I was raised in a political family. My dad was an elected official. He was appointed to two offices by then Georgia Governor Jimmy Carter. Following each appointment, our family campaigned for my father’s re-election multiple times. As a teenager on the campaign trail for my dad, I was cussed at, dog bit, and chased off of people’s front porches. In fairness, I was also embraced by sweet, little old ladies who offered me chocolate chip cookies. But overall, my front row seat to politics left me with a bad taste—that same taste you get when you throw-up in your mouth. I came to loathe the political gamesmanship required for a candidate’s survivability.
Today’s political world is no different. When it comes to Donald Trump, we can all agree on one thing: he’s polarizing. No matter what side of the political aisle you call home, you may sometimes wonder when he speaks if President Trump is serious or just using hyperbole. His antics and double-take pronouncements leave his supporters cheering and his detractors flatfooted long enough for Trump to pivot to the next surprise. Some consider it sinister; others call it genius.
But politics is not the point of this article. What I’m writing about is the way a political figure—the President—recently opened the door to a subject weightier than any current political challenge. Trump raised an issue that should be of interest to any person even slightly warm to a theistic worldview: How do you get to heaven?
On August 19, 2025, in an appearance on Fox and Friends, President Trump spoke about his desire to play a part in ending the war between Ukraine and Russia. He said, “I wanna end it. You know, we’re not losing American lives … we’re losing Russian and Ukrainian mostly soldiers.”
But it was his comment following that statement that created the real news. Trump said,
I wanna try and get to heaven if possible. I’m hearing I’m not doing well. I am really at the bottom of the totem pole. But if I can get to heaven, this will be one of the reasons.

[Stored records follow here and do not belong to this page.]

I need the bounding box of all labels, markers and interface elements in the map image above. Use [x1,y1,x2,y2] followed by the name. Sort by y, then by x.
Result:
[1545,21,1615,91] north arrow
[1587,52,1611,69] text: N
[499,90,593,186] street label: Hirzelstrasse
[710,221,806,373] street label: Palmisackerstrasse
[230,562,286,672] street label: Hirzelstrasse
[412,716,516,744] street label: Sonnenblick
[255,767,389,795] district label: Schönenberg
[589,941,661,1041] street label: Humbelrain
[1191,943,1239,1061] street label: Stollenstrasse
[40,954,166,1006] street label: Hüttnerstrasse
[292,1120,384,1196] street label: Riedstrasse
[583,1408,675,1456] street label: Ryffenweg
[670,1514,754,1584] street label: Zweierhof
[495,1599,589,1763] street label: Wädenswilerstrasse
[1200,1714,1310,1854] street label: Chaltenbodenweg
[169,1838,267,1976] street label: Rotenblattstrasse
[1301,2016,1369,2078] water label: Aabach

Within the context of expressing his desire to help end the war between Ukraine and Russia, the President highlights another desire: he wants to go to heaven. In this hope for heaven, he also seems to suggest that he’s starting at a deficit. He’s not doing well and apparently has some distance to travel because he’s at the bottom of the totem pole.

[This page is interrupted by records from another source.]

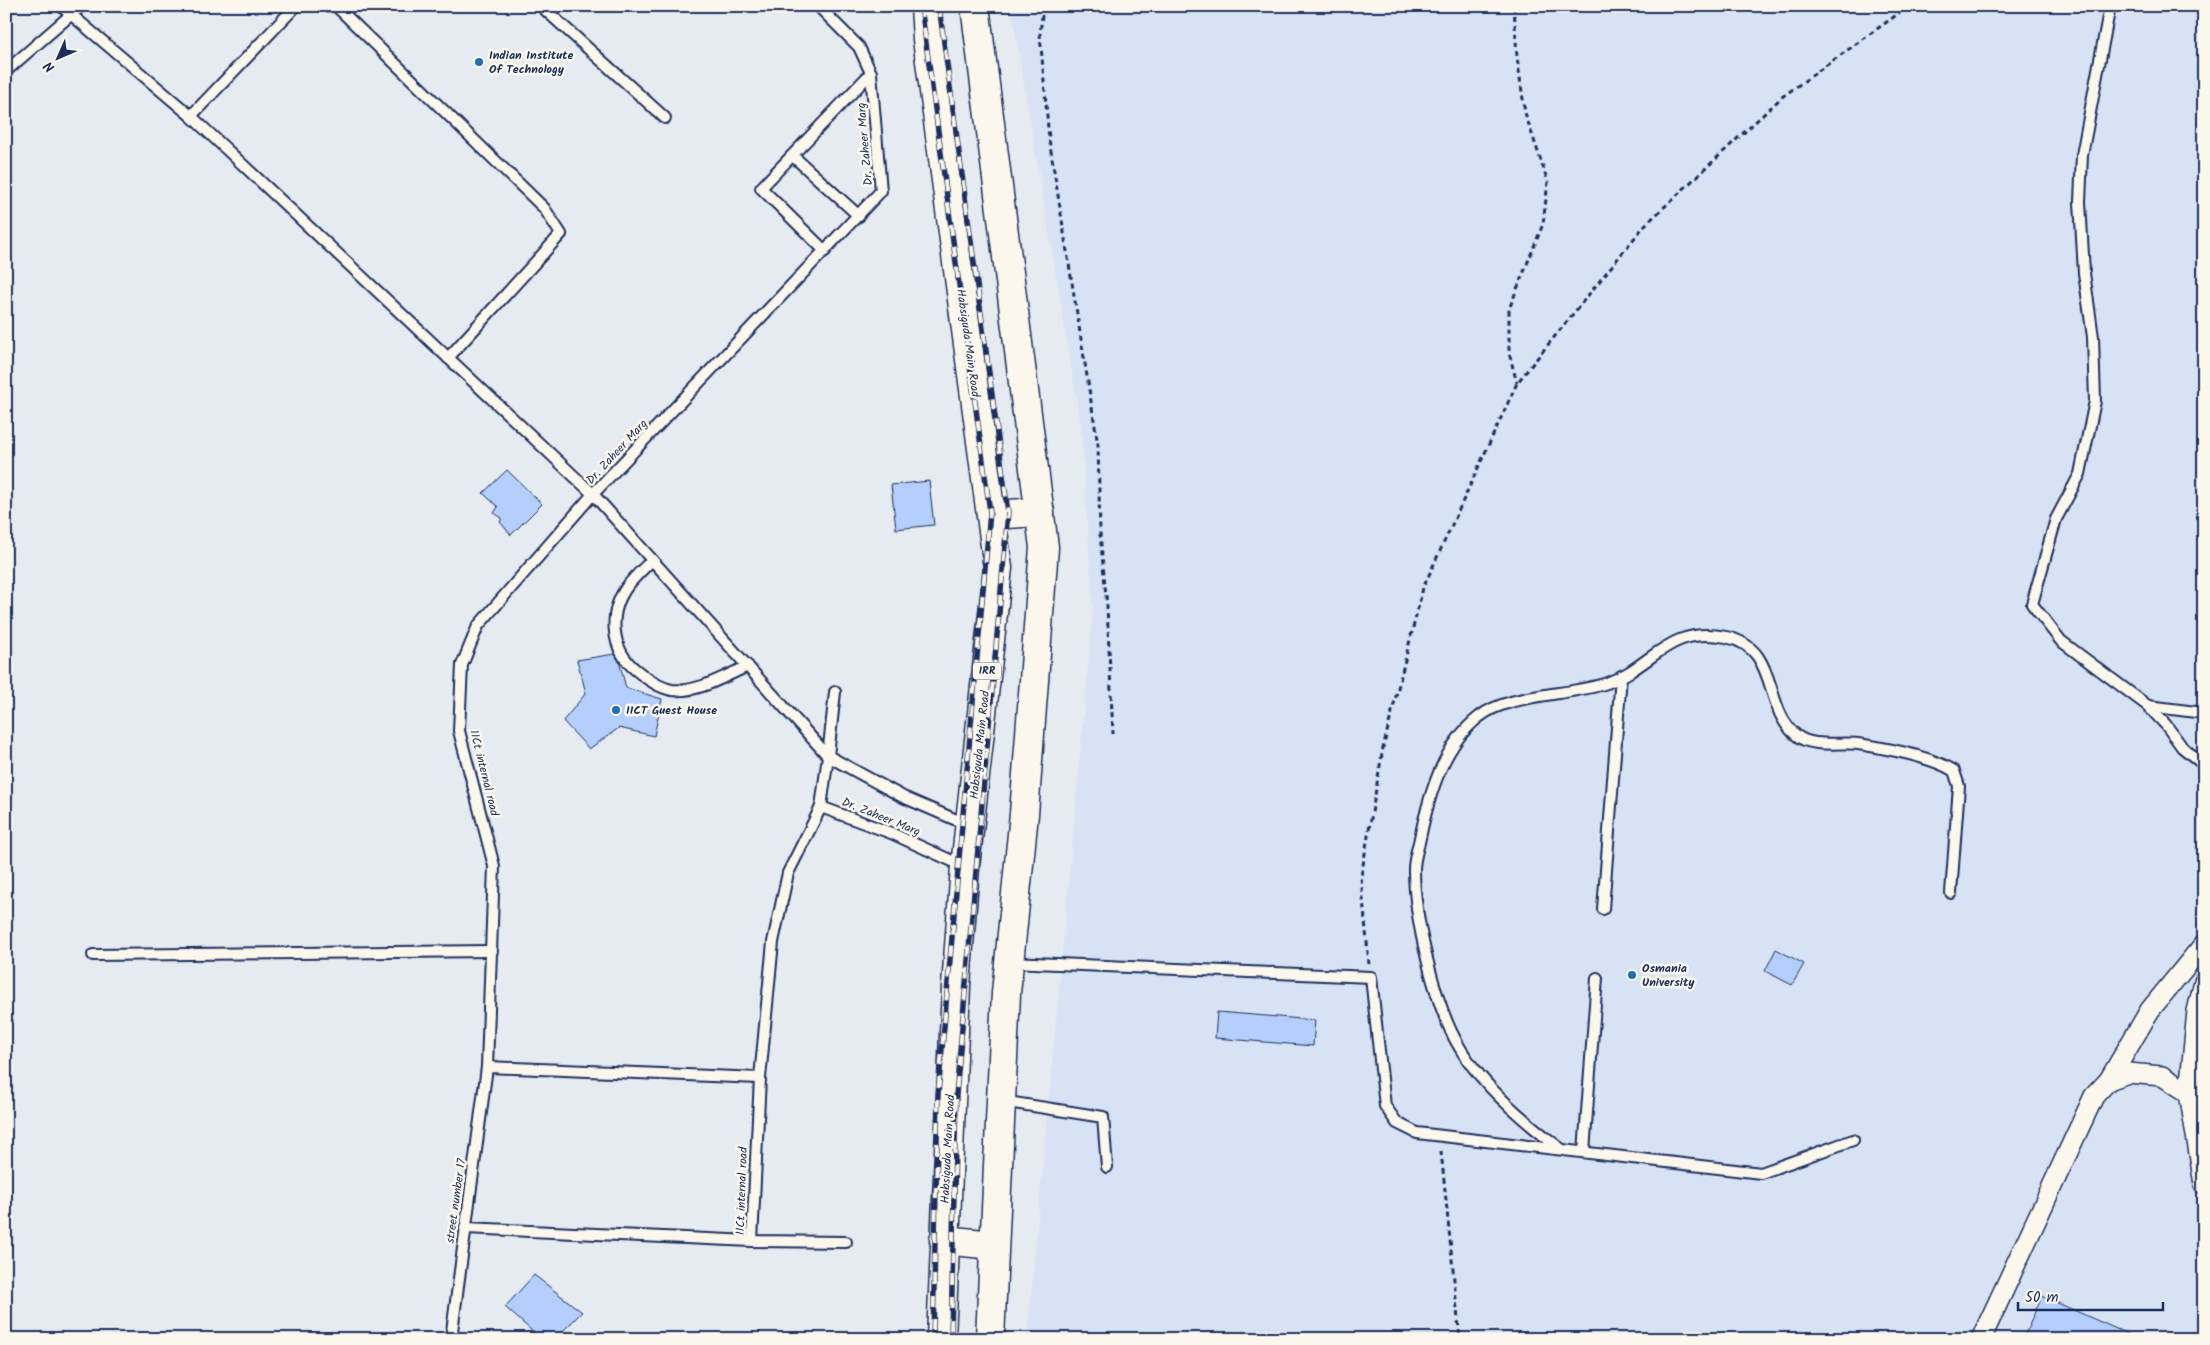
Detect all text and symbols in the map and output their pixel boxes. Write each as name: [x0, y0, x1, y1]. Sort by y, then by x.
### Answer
north arrow: [32, 32, 82, 82]
place label: Indian Institute Of Technology: [489, 46, 573, 79]
text: N: [38, 55, 60, 77]
marker: Indian Institute Of Technology: [473, 56, 485, 68]
street label: Dr. Zaheer Marg: [852, 101, 878, 186]
street label: Habsiguda Main Road: [951, 288, 985, 399]
street label: Dr. Zaheer Marg: [582, 415, 653, 489]
road number: IRR: [973, 662, 1001, 679]
street label: Habsiguda Main Road: [965, 689, 995, 800]
place label: IICT Guest House: [626, 701, 717, 720]
marker: IICT Guest House: [610, 704, 622, 716]
street label: IICt internal road: [464, 728, 504, 819]
street label: Dr. Zaheer Marg: [839, 793, 923, 842]
place label: Osmania University: [1642, 959, 1695, 992]
marker: Osmania University: [1626, 969, 1638, 981]
street label: Habsiguda Main Road: [936, 1093, 960, 1204]
street label: IICt internal road: [731, 1146, 753, 1235]
street label: street number 17: [441, 1157, 471, 1245]
scale bar: [2018, 1280, 2162, 1312]
text: 50 m: [2025, 1286, 2059, 1310]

Shawn McCreesh in the New York Times writes,
This would have been a highly unusual admission from any president, but it seemed especially out of character coming from this one. The man who is regarded as a messiah by many of his own supporters—a belief he has encouraged at every turn—says now that he knows he’s no saint.

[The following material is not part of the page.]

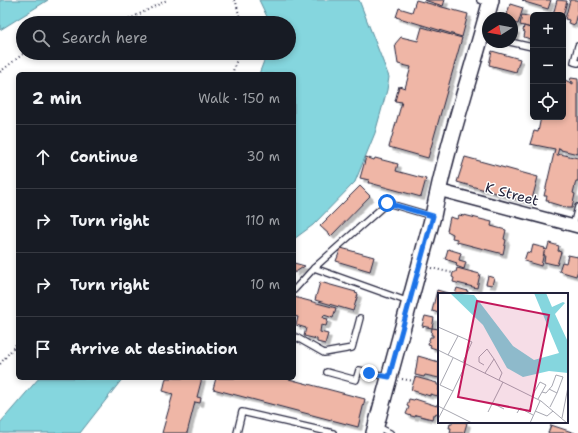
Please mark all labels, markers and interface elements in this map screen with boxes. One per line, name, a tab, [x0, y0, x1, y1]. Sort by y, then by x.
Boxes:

In his second inaugural address, Trump reflected on his assassination attempt in Pennsylvania and affirmed, “My life was saved for a reason. I was saved by God to make America great again.” But his confidence that he has been saved by God for heaven appears to remain elusive.
Time magazine suggests that Trump’s affinity for religious matters gained traction in his 2016 bid for The White House and continues to this day. That article recounts Trump’s own words,
‘I do [believe in heaven],’ Trump said in an interview on Fox News in August 2024 after the assassination attempt on him in Butler, Pa. ‘If I’m good, I’m going to heaven. And if I’m bad, I’m going someplace else.’
Maybe Trump’s recent self-critique came in a moment of weakness or perhaps from genuine reflection about the eternal state of his own soul. Catholic journalist, Phil Lawler wrestles with how to interpret the President’s vulnerability and draws his own conclusions. He writes,
What jolted the secular mind about the president’s message? What was it that set editorial writers scrambling for punchlines? It was his suggestion that he might judge his own actions against a standard more certain than opinion polls and applause meters; he might be looking beyond the midterm elections, toward a tougher test. He might be worried about his own salvation.
Seems like any way you look at it, the President has an honest desire to go to heaven. And wrapped up with that desire is the belief that heaven is earned by good behavior. Trump is suggesting that his influence in ending the war between Ukraine and Russia will earn him favor with God and position him for entry into heaven.
But if good deeds are the standard for entry into heaven, how good do you have to be? If we’re using the yardstick of exceptional behavior, wouldn’t each moral success lead to a greater assurance of heaven and lapses in integrity diminish our confidence? And because of the President’s world-wide influence, must he be held to a more meritorious standard to earn his salvation? After resolving the war between Ukraine and Russia, what kind of heroic goodness might continue to be required for his entrance into heaven? Solve Gaza? Befriend China? Tame AI? Colonize Mars?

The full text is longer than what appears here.